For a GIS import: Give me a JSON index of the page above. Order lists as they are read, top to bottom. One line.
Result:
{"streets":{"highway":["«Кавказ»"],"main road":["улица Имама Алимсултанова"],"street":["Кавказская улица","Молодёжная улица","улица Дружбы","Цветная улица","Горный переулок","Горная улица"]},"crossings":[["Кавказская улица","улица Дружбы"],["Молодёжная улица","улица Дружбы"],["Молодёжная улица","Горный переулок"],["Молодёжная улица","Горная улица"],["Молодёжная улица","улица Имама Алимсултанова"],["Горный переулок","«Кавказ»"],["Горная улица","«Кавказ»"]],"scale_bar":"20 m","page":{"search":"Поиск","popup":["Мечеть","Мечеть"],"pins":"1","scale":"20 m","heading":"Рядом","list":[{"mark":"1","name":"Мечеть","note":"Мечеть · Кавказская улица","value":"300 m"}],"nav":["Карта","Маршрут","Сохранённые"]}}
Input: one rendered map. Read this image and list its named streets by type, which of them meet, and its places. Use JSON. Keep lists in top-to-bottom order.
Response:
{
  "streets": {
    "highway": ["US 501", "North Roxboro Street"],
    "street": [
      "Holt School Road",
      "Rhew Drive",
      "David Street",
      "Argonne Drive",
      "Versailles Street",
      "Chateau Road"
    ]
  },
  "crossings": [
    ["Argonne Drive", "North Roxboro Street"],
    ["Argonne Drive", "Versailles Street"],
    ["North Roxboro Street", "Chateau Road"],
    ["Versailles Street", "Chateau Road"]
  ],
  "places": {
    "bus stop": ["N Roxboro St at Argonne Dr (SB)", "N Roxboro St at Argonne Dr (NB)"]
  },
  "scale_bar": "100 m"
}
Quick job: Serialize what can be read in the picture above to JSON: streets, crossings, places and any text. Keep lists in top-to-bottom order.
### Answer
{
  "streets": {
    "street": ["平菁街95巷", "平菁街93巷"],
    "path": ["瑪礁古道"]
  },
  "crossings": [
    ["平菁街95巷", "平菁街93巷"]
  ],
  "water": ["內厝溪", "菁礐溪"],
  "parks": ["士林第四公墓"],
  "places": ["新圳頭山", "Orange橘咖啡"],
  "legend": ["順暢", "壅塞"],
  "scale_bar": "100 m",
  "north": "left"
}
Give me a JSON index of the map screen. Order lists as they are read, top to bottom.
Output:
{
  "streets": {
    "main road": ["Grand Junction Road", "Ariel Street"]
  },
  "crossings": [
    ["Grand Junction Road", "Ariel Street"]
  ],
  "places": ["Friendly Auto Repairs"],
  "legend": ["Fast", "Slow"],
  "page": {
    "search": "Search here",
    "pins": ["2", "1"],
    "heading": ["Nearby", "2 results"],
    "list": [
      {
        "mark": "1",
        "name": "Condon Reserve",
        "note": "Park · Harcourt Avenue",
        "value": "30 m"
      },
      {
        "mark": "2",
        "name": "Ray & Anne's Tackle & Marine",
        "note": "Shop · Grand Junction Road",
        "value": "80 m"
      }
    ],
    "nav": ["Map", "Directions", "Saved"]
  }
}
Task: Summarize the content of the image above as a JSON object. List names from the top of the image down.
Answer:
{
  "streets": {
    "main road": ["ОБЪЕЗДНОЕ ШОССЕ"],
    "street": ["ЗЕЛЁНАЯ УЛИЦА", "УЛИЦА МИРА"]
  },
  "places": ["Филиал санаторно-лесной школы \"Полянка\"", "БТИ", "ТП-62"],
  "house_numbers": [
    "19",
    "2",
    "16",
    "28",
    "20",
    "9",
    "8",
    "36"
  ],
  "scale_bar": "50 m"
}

|---|

→ **Try it**
Without leaving anything out, give the entries again exactly.

→ **Task solution**
For a GIS import: Give me a JSON index of the page above. Order lists as they are read, top to bottom. One line.
Result:
{"streets":{"highway":["«Кавказ»"],"main road":["улица Имама Алимсултанова"],"street":["Кавказская улица","Молодёжная улица","улица Дружбы","Цветная улица","Горный переулок","Горная улица"]},"crossings":[["Кавказская улица","улица Дружбы"],["Молодёжная улица","улица Дружбы"],["Молодёжная улица","Горный переулок"],["Молодёжная улица","Горная улица"],["Молодёжная улица","улица Имама Алимсултанова"],["Горный переулок","«Кавказ»"],["Горная улица","«Кавказ»"]],"scale_bar":"20 m","page":{"search":"Поиск","popup":["Мечеть","Мечеть"],"pins":"1","scale":"20 m","heading":"Рядом","list":[{"mark":"1","name":"Мечеть","note":"Мечеть · Кавказская улица","value":"300 m"}],"nav":["Карта","Маршрут","Сохранённые"]}}
Input: one rendered map. Read this image and list its named streets by type, which of them meet, and its places. Use JSON. Keep lists in top-to-bottom order.
Response:
{
  "streets": {
    "highway": ["US 501", "North Roxboro Street"],
    "street": [
      "Holt School Road",
      "Rhew Drive",
      "David Street",
      "Argonne Drive",
      "Versailles Street",
      "Chateau Road"
    ]
  },
  "crossings": [
    ["Argonne Drive", "North Roxboro Street"],
    ["Argonne Drive", "Versailles Street"],
    ["North Roxboro Street", "Chateau Road"],
    ["Versailles Street", "Chateau Road"]
  ],
  "places": {
    "bus stop": ["N Roxboro St at Argonne Dr (SB)", "N Roxboro St at Argonne Dr (NB)"]
  },
  "scale_bar": "100 m"
}
Quick job: Serialize what can be read in the picture above to JSON: streets, crossings, places and any text. Keep lists in top-to-bottom order.
### Answer
{
  "streets": {
    "street": ["平菁街95巷", "平菁街93巷"],
    "path": ["瑪礁古道"]
  },
  "crossings": [
    ["平菁街95巷", "平菁街93巷"]
  ],
  "water": ["內厝溪", "菁礐溪"],
  "parks": ["士林第四公墓"],
  "places": ["新圳頭山", "Orange橘咖啡"],
  "legend": ["順暢", "壅塞"],
  "scale_bar": "100 m",
  "north": "left"
}
Give me a JSON index of the map screen. Order lists as they are read, top to bottom.
Output:
{
  "streets": {
    "main road": ["Grand Junction Road", "Ariel Street"]
  },
  "crossings": [
    ["Grand Junction Road", "Ariel Street"]
  ],
  "places": ["Friendly Auto Repairs"],
  "legend": ["Fast", "Slow"],
  "page": {
    "search": "Search here",
    "pins": ["2", "1"],
    "heading": ["Nearby", "2 results"],
    "list": [
      {
        "mark": "1",
        "name": "Condon Reserve",
        "note": "Park · Harcourt Avenue",
        "value": "30 m"
      },
      {
        "mark": "2",
        "name": "Ray & Anne's Tackle & Marine",
        "note": "Shop · Grand Junction Road",
        "value": "80 m"
      }
    ],
    "nav": ["Map", "Directions", "Saved"]
  }
}
Task: Summarize the content of the image above as a JSON object. List names from the top of the image down.
Answer:
{
  "streets": {
    "main road": ["ОБЪЕЗДНОЕ ШОССЕ"],
    "street": ["ЗЕЛЁНАЯ УЛИЦА", "УЛИЦА МИРА"]
  },
  "places": ["Филиал санаторно-лесной школы \"Полянка\"", "БТИ", "ТП-62"],
  "house_numbers": [
    "19",
    "2",
    "16",
    "28",
    "20",
    "9",
    "8",
    "36"
  ],
  "scale_bar": "50 m"
}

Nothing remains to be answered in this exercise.